Fairground’s latest project is called Set-Up Shop, which Ashton directed. Streaming on YouTube, it features creative entrepreneurs who grew up in the D.C. area and remain, as well as others who are making their mark in other major cities like New York, Atlanta, and LA.

“This is the first time we can actually get an in-depth look at our city’s history and culture on a modernized level,” said Donte Player, a co-founder and editor on the project.

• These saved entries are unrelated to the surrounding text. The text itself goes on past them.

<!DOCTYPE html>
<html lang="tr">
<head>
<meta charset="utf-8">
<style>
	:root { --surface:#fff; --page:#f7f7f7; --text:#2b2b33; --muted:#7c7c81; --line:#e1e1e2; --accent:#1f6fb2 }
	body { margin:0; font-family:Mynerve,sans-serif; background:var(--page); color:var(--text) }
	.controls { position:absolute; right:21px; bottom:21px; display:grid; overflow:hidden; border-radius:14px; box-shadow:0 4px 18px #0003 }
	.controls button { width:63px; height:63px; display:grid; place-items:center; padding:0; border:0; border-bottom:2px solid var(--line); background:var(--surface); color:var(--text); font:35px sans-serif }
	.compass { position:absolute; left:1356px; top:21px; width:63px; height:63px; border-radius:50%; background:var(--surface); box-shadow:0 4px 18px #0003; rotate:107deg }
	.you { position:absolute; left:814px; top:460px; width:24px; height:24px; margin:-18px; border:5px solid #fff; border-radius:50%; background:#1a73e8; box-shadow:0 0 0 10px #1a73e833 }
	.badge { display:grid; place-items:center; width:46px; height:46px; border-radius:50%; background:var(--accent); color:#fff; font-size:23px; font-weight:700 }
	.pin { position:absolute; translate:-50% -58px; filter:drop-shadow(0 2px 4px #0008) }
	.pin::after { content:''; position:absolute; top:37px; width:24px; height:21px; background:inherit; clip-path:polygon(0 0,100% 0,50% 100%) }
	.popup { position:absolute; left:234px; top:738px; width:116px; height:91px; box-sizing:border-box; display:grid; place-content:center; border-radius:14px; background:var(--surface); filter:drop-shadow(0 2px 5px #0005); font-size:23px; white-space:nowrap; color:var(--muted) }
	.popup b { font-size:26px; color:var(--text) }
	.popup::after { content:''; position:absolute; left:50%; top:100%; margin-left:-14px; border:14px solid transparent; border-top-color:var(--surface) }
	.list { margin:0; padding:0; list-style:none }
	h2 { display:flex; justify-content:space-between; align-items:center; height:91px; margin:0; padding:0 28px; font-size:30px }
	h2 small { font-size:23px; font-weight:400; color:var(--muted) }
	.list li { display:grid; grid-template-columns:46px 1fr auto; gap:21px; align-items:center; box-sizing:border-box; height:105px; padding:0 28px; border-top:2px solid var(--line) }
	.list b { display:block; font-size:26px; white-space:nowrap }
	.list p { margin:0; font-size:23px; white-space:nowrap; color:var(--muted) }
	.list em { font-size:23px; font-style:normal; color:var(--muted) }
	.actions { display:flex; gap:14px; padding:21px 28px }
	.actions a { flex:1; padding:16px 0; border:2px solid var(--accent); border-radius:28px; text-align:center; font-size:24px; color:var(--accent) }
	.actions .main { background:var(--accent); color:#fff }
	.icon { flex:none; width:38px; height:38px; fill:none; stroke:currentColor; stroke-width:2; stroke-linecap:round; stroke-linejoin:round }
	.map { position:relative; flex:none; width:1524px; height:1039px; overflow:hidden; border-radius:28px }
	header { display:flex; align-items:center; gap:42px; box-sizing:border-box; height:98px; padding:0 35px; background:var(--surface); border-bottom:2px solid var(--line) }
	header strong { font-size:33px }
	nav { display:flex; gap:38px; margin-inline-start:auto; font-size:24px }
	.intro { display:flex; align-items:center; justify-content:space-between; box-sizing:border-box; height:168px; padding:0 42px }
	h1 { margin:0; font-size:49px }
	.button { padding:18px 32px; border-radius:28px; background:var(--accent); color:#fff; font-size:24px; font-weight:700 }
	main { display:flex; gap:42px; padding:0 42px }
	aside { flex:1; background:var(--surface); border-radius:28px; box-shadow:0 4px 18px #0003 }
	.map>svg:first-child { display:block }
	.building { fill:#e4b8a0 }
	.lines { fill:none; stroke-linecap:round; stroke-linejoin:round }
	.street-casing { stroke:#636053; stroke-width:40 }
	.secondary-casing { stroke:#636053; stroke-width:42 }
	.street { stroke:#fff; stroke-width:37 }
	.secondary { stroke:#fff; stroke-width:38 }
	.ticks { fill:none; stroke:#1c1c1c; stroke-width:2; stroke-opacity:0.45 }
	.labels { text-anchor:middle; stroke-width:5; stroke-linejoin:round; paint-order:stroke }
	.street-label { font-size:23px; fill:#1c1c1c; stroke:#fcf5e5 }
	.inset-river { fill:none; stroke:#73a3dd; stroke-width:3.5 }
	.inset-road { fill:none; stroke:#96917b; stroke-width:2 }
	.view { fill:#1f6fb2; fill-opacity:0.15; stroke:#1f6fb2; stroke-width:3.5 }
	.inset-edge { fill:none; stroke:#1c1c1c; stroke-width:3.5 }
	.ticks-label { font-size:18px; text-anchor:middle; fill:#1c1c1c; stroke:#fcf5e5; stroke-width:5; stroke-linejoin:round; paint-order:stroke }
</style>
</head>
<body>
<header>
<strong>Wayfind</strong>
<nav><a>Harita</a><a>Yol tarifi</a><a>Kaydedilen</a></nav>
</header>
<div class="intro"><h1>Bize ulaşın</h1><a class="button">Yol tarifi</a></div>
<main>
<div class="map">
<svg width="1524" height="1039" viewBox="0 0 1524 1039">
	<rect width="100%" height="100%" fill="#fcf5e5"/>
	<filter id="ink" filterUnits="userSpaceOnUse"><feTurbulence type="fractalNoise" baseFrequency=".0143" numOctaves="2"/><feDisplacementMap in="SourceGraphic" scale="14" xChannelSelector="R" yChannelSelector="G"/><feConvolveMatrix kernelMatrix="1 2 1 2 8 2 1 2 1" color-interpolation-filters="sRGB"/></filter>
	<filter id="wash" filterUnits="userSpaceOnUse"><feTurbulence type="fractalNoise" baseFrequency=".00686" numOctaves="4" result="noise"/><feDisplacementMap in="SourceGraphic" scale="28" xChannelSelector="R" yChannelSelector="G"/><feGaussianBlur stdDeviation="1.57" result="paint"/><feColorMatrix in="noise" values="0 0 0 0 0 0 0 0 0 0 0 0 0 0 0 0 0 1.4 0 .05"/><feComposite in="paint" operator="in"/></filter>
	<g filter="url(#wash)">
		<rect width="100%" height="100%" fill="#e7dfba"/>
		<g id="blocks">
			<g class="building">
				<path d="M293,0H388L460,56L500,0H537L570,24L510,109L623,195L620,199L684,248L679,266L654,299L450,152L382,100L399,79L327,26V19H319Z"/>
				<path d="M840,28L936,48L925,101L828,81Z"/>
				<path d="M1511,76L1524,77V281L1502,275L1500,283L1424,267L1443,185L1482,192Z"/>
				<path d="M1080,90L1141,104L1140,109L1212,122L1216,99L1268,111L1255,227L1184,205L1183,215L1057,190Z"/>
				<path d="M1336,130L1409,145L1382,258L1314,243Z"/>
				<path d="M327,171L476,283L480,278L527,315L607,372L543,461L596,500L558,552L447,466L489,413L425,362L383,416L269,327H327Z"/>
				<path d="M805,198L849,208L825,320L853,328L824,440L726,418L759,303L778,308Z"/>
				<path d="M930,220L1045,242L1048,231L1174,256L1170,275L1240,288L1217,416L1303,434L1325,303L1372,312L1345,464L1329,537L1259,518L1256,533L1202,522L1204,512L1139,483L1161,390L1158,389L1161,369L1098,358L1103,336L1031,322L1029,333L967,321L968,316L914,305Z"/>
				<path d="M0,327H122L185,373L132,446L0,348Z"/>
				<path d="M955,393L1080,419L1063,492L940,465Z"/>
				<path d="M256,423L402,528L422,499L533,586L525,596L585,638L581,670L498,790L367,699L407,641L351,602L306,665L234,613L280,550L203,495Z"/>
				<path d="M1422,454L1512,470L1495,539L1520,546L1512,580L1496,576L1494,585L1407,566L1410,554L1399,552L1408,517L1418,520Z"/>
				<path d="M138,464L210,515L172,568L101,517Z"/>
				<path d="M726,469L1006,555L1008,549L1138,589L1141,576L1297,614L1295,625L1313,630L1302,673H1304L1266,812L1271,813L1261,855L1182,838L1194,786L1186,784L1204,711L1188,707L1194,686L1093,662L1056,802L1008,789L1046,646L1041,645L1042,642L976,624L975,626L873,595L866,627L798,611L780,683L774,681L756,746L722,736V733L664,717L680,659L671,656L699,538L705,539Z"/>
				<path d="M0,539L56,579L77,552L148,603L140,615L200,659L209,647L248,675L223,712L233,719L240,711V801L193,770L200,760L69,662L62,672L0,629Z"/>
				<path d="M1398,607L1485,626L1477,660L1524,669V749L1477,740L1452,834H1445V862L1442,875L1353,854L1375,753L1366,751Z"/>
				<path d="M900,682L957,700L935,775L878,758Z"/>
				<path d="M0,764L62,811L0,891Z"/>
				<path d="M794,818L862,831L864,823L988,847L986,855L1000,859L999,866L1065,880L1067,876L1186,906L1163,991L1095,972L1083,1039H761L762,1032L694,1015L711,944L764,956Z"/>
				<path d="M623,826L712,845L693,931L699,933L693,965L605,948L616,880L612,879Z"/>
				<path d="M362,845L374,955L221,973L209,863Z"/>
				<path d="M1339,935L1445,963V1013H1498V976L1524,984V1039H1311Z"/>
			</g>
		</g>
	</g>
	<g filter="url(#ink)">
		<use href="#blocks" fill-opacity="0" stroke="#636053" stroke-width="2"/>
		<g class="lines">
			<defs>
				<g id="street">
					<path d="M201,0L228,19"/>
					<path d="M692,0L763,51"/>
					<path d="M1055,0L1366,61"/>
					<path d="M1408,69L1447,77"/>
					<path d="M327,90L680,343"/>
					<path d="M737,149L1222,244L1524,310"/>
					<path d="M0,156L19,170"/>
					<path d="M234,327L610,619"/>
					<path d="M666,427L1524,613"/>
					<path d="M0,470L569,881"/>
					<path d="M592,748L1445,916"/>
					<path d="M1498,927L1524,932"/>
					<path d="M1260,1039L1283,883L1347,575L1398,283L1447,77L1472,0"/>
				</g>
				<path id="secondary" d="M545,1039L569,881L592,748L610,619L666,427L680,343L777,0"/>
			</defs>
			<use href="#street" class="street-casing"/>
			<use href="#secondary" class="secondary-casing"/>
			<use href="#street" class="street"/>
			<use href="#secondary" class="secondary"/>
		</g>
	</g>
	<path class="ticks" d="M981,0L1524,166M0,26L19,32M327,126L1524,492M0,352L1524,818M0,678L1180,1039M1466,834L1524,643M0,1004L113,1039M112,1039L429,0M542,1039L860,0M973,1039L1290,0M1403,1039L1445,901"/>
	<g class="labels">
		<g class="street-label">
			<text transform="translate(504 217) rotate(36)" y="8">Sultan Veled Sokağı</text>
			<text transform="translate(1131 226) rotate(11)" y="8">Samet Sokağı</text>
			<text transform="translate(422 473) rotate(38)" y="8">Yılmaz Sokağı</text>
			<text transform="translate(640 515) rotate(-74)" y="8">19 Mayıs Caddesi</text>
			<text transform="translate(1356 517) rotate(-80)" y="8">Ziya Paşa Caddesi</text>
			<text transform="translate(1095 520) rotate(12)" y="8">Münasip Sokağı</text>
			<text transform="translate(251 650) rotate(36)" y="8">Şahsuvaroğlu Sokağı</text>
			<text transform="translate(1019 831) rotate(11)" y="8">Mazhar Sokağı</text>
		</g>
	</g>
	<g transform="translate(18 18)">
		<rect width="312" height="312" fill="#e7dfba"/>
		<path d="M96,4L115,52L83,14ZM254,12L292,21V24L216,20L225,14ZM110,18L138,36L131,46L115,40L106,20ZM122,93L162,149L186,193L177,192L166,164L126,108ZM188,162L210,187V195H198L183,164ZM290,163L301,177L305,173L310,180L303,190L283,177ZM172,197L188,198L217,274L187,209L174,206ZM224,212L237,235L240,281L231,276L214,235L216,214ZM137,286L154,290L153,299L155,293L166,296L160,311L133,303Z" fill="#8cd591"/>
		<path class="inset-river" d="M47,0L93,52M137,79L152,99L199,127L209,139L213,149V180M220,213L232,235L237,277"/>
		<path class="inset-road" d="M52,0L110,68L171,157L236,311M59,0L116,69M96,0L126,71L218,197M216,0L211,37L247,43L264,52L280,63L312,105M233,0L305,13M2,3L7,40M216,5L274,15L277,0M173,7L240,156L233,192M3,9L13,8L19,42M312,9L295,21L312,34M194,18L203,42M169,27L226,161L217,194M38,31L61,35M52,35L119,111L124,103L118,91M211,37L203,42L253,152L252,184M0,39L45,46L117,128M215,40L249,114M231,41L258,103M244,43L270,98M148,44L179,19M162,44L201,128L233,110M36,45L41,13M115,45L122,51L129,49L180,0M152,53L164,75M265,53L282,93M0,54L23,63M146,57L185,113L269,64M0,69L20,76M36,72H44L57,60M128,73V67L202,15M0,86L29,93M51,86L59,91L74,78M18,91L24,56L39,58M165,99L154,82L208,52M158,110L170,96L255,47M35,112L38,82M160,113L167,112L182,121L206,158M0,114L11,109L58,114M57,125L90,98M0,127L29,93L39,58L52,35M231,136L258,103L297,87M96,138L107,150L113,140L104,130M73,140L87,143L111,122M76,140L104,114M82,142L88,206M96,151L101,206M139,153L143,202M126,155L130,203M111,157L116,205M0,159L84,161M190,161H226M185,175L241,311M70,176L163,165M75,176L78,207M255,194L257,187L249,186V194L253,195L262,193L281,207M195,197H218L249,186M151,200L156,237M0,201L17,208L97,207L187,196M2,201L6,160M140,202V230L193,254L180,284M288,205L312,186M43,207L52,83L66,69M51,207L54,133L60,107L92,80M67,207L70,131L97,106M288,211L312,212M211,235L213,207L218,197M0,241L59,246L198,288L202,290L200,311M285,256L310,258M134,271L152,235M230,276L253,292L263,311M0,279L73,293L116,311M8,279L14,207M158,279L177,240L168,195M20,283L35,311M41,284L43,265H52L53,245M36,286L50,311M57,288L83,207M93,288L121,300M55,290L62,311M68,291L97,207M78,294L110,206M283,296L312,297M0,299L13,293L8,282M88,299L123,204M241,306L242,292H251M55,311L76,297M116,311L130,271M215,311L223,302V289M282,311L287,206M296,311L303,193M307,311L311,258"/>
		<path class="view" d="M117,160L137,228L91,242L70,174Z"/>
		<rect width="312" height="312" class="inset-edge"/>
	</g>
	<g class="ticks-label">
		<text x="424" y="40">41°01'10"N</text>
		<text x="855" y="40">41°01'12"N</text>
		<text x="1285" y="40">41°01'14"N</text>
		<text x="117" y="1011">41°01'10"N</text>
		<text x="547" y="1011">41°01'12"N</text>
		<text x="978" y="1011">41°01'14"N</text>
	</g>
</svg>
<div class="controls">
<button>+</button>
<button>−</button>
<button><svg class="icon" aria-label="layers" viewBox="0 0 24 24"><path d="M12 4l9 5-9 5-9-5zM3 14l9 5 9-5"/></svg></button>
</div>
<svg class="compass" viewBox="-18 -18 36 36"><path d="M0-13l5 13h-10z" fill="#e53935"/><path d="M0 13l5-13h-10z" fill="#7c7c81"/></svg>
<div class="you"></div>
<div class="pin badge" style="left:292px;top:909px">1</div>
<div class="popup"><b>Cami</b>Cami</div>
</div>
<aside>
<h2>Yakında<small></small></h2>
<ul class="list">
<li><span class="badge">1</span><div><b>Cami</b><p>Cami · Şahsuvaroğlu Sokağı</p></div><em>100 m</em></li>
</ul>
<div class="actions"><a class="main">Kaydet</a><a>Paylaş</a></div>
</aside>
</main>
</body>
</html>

The series is meant to serve as moving storyboard and inspiration for people—from Generation X to Millennials—who are “bucking traditional careers to build independent ventures,” said Geronimo Collins, a co-founder and creative lead.

“Everybody wants to see what they should be doing so that they can muster up the courage to move forward,” added Ryan Gordan, co-founder and videography lead. “Your testimony is one of the most important things you can share with the world.”

“Set Up Shop’s” first episode features Doyle Song, owner of streetwear brand Enemies Forever. An Asian designer, Song has spent years in D.C.’s fashion and retail industry. “I’m really just a person who’s trying to progress our community as a whole where [we] can do things on a national level,” Song said, in the 20-minute film.

“I might not be the guy who gets there but maybe I’ll inspire the kid who wants to be better than me,” he said. Meanwhile, the short film features a bevy of locals who vouch for his design aesthetic and loyalty to his brand.

While the film ends with the opening of Song’s storefront at sneaker and apparel shop WARD9 in Silver Spring, Maryland, the story isn’t all glitz and glamour. And that’s the point.

Many accounts of hometown heroes aren’t laced with setbacks. “We don’t see enough of the unsexy parts that go into making a name for oneself,” said Collins. “We’ll hear it rhetorically after someone has made it and even then, it’s another redundant cliché.” These perceptions leave many budding entrepreneurs with a false sense of what it takes to blaze a trail, he said, explaining why the documentary’s authentic storytelling is a reward for viewers. “You can do this but you gotta put the good with the bad to even get to great.”

The next episode of “Set Up Shop” will showcase the restaurant industry, with hopes of equipping viewers with “both tangible and intangible takeaways that they could immediately add to their own respective creative arsenals,” said Ashton. “‘Set-Up Shop’ doesn’t seek to just entertain or educate, but also empower.”